Notfallversorgung in extremer Gefährdungslage

Notfallversorgung in extremer Gefährdungslage

Taktische Notfallversorgung: Teilnehmer und Referenten

Schüsse fallen, Schreie sind zu hören, der Puls rast, das Herz klopft bis zum Hals, das Adenalin pumpt – jetzt bloß nichts falsch machen! Krav Maga wäre nicht Krav Maga, wenn wir nicht versuchen würden, das allwöchentliche technische und ohnehin Stress-orientierte Training mit realitätsnahen Simulationen zu ergänzen. Und wenn wir einen Seminar zur „Ersten Hilfe“ anbieten, geht es bestimmt nicht um den klassischen Kurs der Hilfsorganisationen.

Sondern um die Versorgung von Verletzten, die schreiend nach einem Schusswechsel oder einer Messerstecherei auf dem Boden liegen: schlechte Beleuchtung, flackerndes Licht, der oder die Täter noch in der Nähe?

Notfallversorgung in extremer Gefährdungslage

In einer Amok- oder Terrorlage, bei der Retter und Helfer selbst Gefahr laufen, verletzt oder gar getötet zu werden, hilft einem der klassische Erste-Hilfe-Kurs herzlich wenig.
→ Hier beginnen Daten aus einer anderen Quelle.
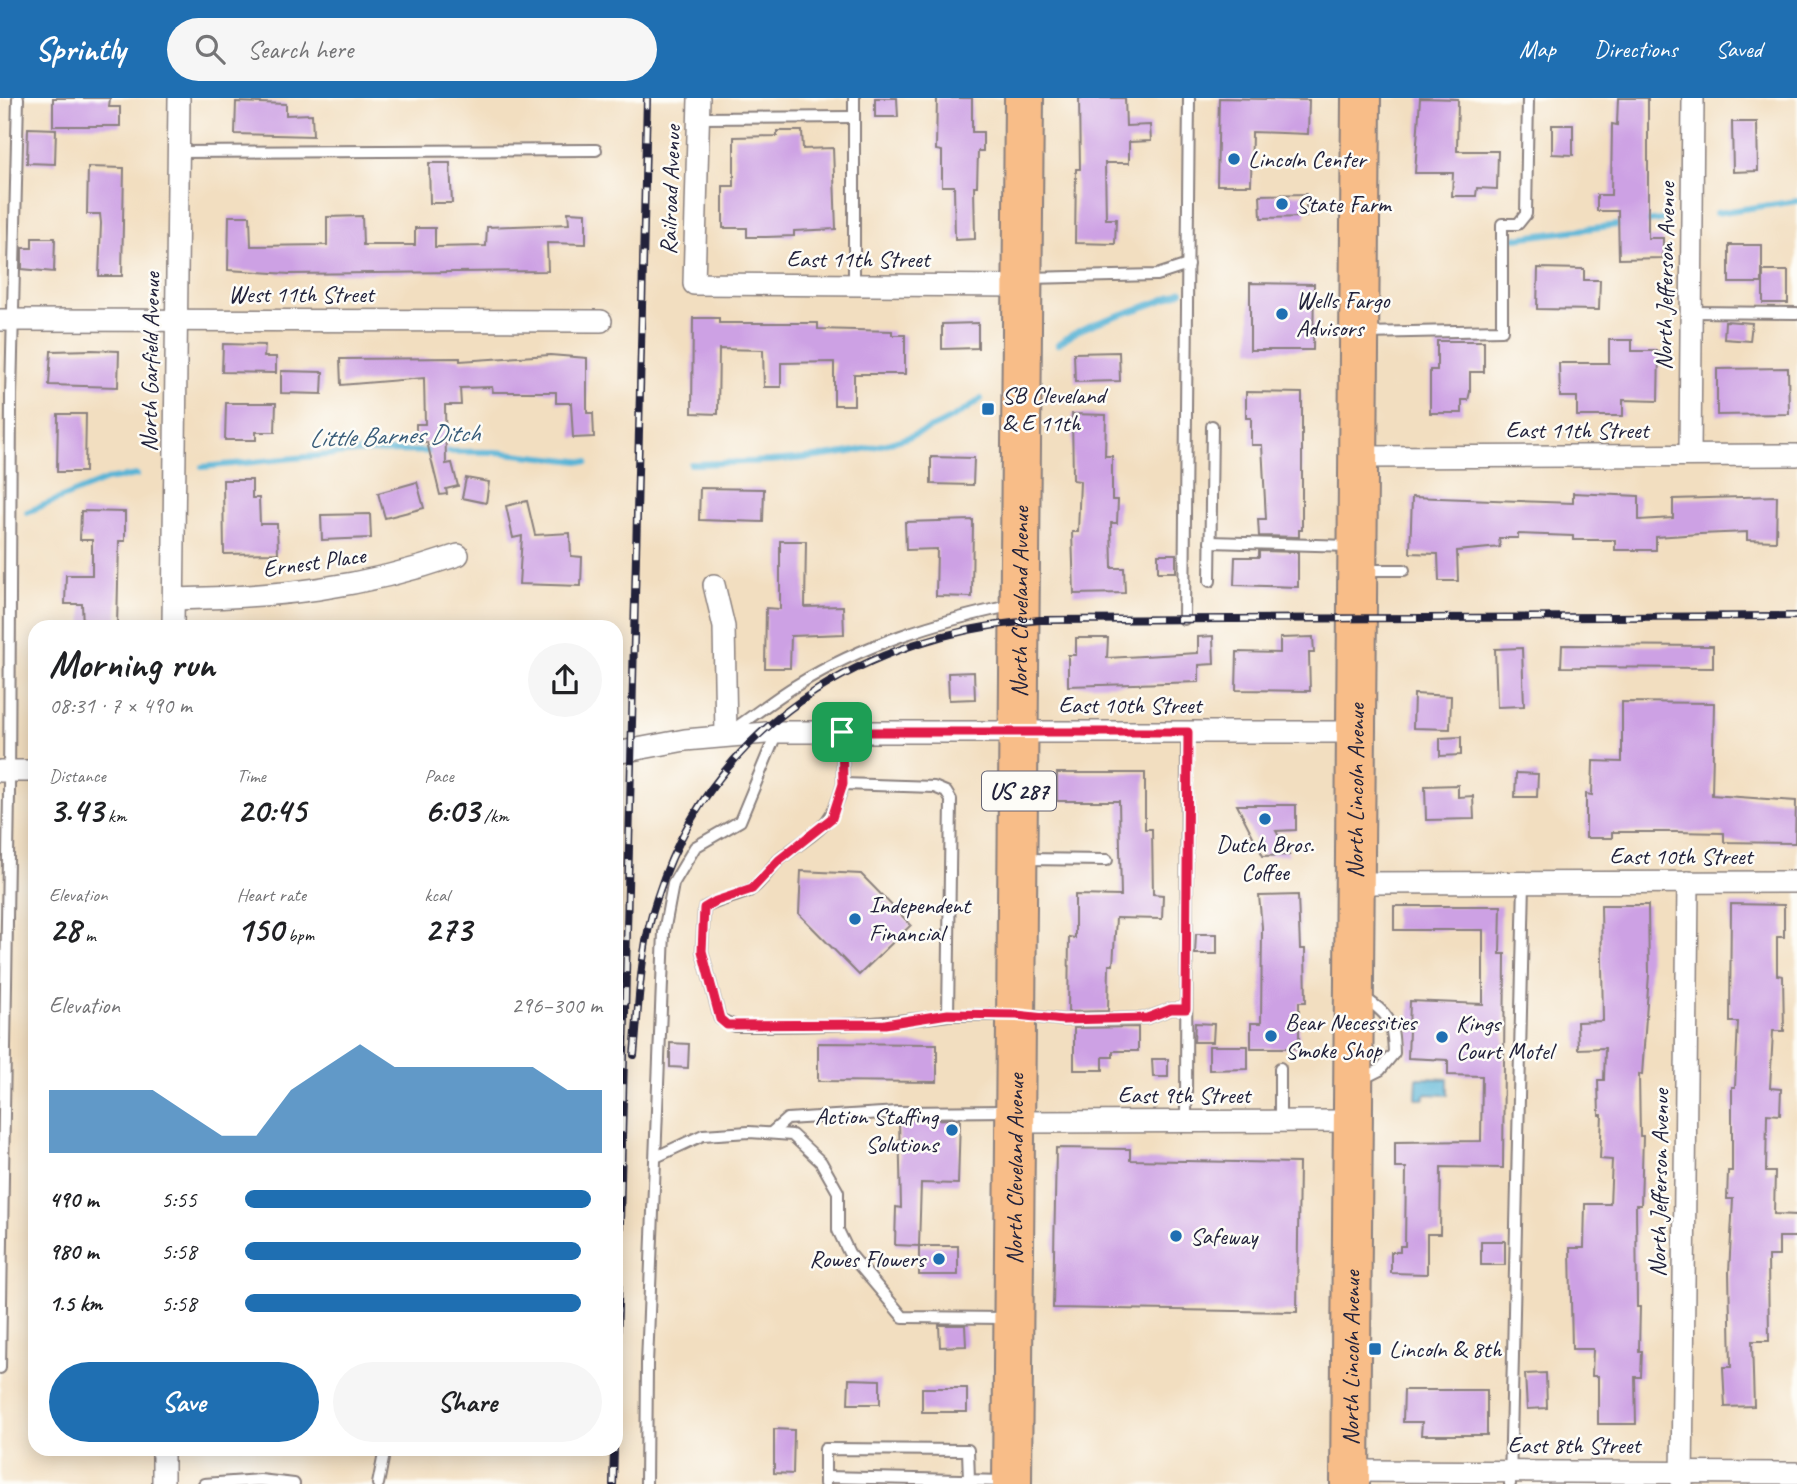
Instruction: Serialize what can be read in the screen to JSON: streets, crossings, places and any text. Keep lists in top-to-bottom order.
{
  "streets": {
    "highway": ["North Cleveland Avenue", "US 287", "North Lincoln Avenue"],
    "street": [
      "Railroad Avenue",
      "East 11th Street",
      "North Jefferson Avenue",
      "West 11th Street",
      "North Garfield Avenue",
      "Ernest Place",
      "East 10th Street",
      "East 9th Street",
      "East 8th Street"
    ]
  },
  "crossings": [
    ["Railroad Avenue", "East 11th Street"],
    ["East 11th Street", "North Jefferson Avenue"],
    ["East 11th Street", "North Cleveland Avenue"],
    ["East 11th Street", "North Lincoln Avenue"],
    ["North Jefferson Avenue", "East 10th Street"],
    ["North Jefferson Avenue", "East 8th Street"],
    ["West 11th Street", "North Garfield Avenue"],
    ["North Garfield Avenue", "Ernest Place"],
    ["North Cleveland Avenue", "East 10th Street"],
    ["North Cleveland Avenue", "East 9th Street"],
    ["East 10th Street", "North Lincoln Avenue"],
    ["North Lincoln Avenue", "East 9th Street"],
    ["North Lincoln Avenue", "East 8th Street"]
  ],
  "water": ["Little Barnes Ditch"],
  "places": {
    "other": [
      "Lincoln Center",
      "State Farm",
      "Wells Fargo Advisors",
      "Dutch Bros. Coffee",
      "Independent Financial",
      "Bear Necessities Smoke Shop",
      "Kings Court Motel",
      "Action Staffing Solutions",
      "Safeway",
      "Rowes Flowers"
    ],
    "transit": ["SB Cleveland & E 11th", "Lincoln & 8th"]
  },
  "page": {
    "header": "Sprintly",
    "search": "Search here",
    "nav": ["Map", "Directions", "Saved"],
    "heading": ["Morning run", "08:31 · 7 × 490 m"],
    "stats": [
      ["Distance", "3.43 km"],
      ["Time", "20:45"],
      ["Pace", "6:03 /km"],
      ["Elevation", "28 m"],
      ["Heart rate", "150 bpm"],
      ["kcal", "273"]
    ],
    "chart": ["Elevation", "296–300 m"],
    "list": [
      {
        "name": "490 m",
        "note": "5:55"
      },
      {
        "name": "980 m",
        "note": "5:58"
      },
      {
        "name": "1.5 km",
        "note": "5:58"
      }
    ],
    "buttons": ["Save", "Share"]
  }
}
Eine andere Vorgehensweise, ein anderes Equipment ist nötig.

Erkennen der Situation, Wahrnehmung der Gefährdung und agieren unter extremen Entscheidungs-Stress, das sind Schwerpunkte, die im Krav Maga genauso zählen wie bei der Taktischen Notfallversorgung, für deren Schulung wir hochqualifizierte Referenten unseres Kooperationspartners DST Seeger gewinnen konnten.

Sven Seeger und sein Co-Referent fuhren Übungs-Equipment in mehreren Rollkoffern und Rucksäcken auf, schulten den Umgang mit CAT Tourniquet und Uriel Bandage, vermittelten Tipps und Tricks und zeigten ungewöhnliche Anwendungen der Rettungsdecke: Immer vor dem Hintergrund einer potenziell lebensgefährdenden Stich- oder Schussverletzung bzw. des Teilabrisses von Gliedmaßen – wie sie bei Attentaten oder Unfällen mit Kraftfahrzeugen vorkommen können.
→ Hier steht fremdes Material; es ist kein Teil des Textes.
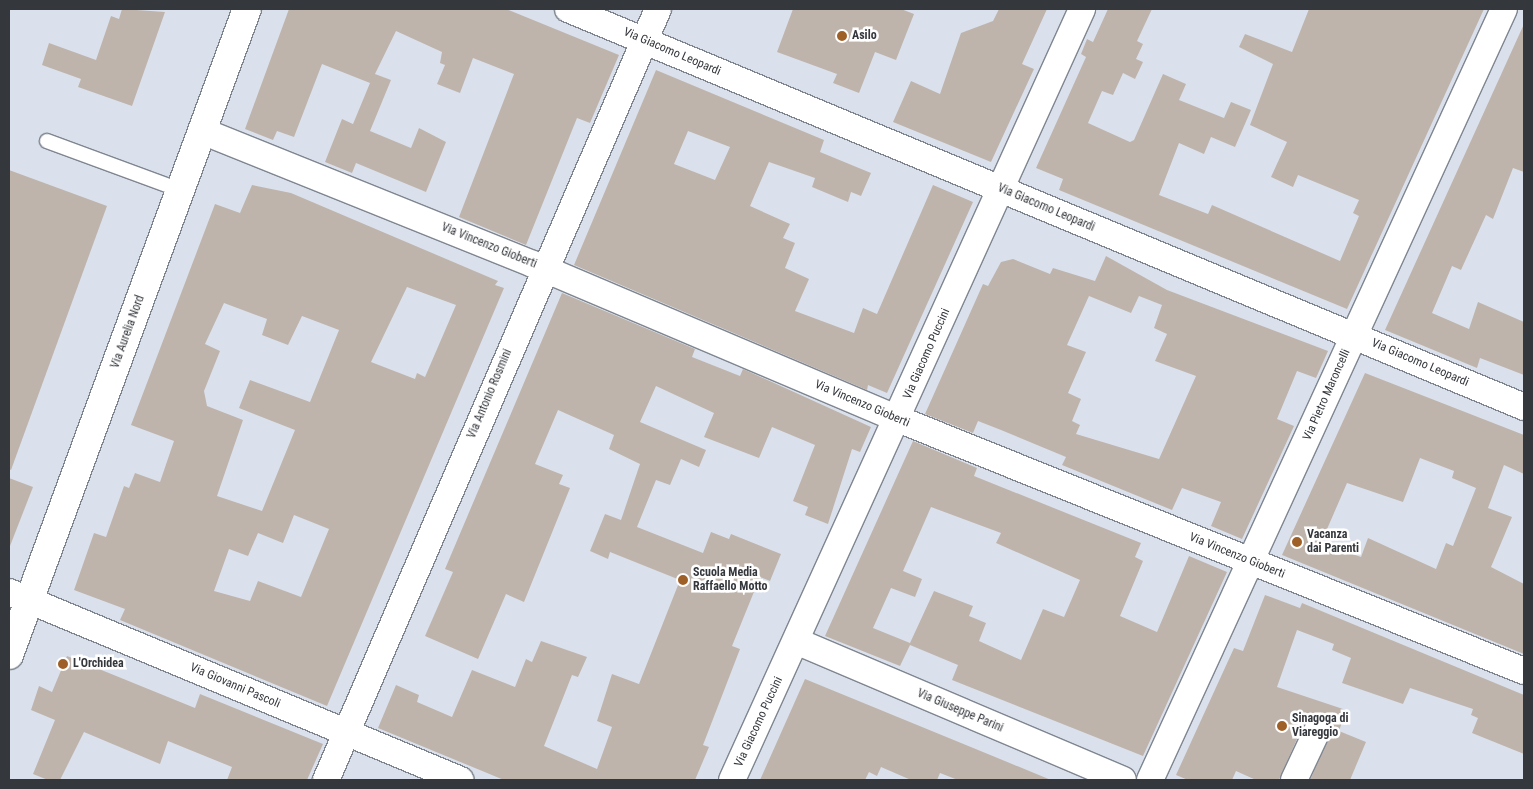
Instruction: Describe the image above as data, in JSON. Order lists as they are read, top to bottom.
{
  "streets": {
    "street": [
      "Via Giacomo Leopardi",
      "Via Vincenzo Gioberti",
      "Via Aurelia Nord",
      "Via Giacomo Puccini",
      "Via Antonio Rosmini",
      "Via Pietro Maroncelli",
      "Via Giovanni Pascoli",
      "Via Giuseppe Parini"
    ]
  },
  "crossings": [
    ["Via Giacomo Leopardi", "Via Giacomo Puccini"],
    ["Via Giacomo Leopardi", "Via Antonio Rosmini"],
    ["Via Giacomo Leopardi", "Via Pietro Maroncelli"],
    ["Via Vincenzo Gioberti", "Via Aurelia Nord"],
    ["Via Vincenzo Gioberti", "Via Giacomo Puccini"],
    ["Via Vincenzo Gioberti", "Via Antonio Rosmini"],
    ["Via Vincenzo Gioberti", "Via Pietro Maroncelli"],
    ["Via Aurelia Nord", "Via Giovanni Pascoli"],
    ["Via Giacomo Puccini", "Via Giuseppe Parini"],
    ["Via Antonio Rosmini", "Via Giovanni Pascoli"]
  ],
  "places": [
    "Asilo",
    "Vacanza dai Parenti",
    "Scuola Media Raffaello Motto",
    "L'Orchidea",
    "Sinagoga di Viareggio"
  ]
}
Abwegige Vorstellung? Was war denn da in den USA zuletzt: 59 Tote durch einen Schützen aus der Distanz? In Barcelona mit Hilfe eines Lkws? Und kurz bevor dieser Blogtext verfasst wurde, hat ein Attentäter 26 Menschen in einer texanischen Kirche aus der Nahdistanz erschossen…

Realitätsnahe Szenarien

Die beiden Ausbilder führten abermals ein Dutzend Teilnehmer motiviert und meisterhaft durch ein technisches und taktisches Training hin zu den abschließenden Szenarien, für die wechselweise „Opfer“ realitätsnah geschminkt und präpariert wurden.
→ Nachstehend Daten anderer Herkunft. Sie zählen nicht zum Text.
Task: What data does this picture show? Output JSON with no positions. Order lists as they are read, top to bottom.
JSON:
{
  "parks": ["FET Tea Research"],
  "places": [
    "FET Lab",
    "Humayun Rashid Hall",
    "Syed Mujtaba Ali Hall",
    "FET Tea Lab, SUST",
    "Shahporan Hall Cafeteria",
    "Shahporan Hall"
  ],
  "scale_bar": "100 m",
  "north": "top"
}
Dabei galt es u.a. unter Bedrohung für Leib und Lagen und einer überraschend wechselnden Lage erst Verletzungen zu erkennen und prioritär zu versorgen, mit Gaffern und Handyfilmern umzugehen, bis die professionellen Einsatzkräfte von Polizei und Rettungsdiensten eintrafen… Anwesende Mitarbeiter von Polizei, Rettungswesen und aus dem Security-Bereich waren sich hinterher einig: Ein so intensives Einsatztraining bieten ihre Dienstherren und Arbeitgeber nicht.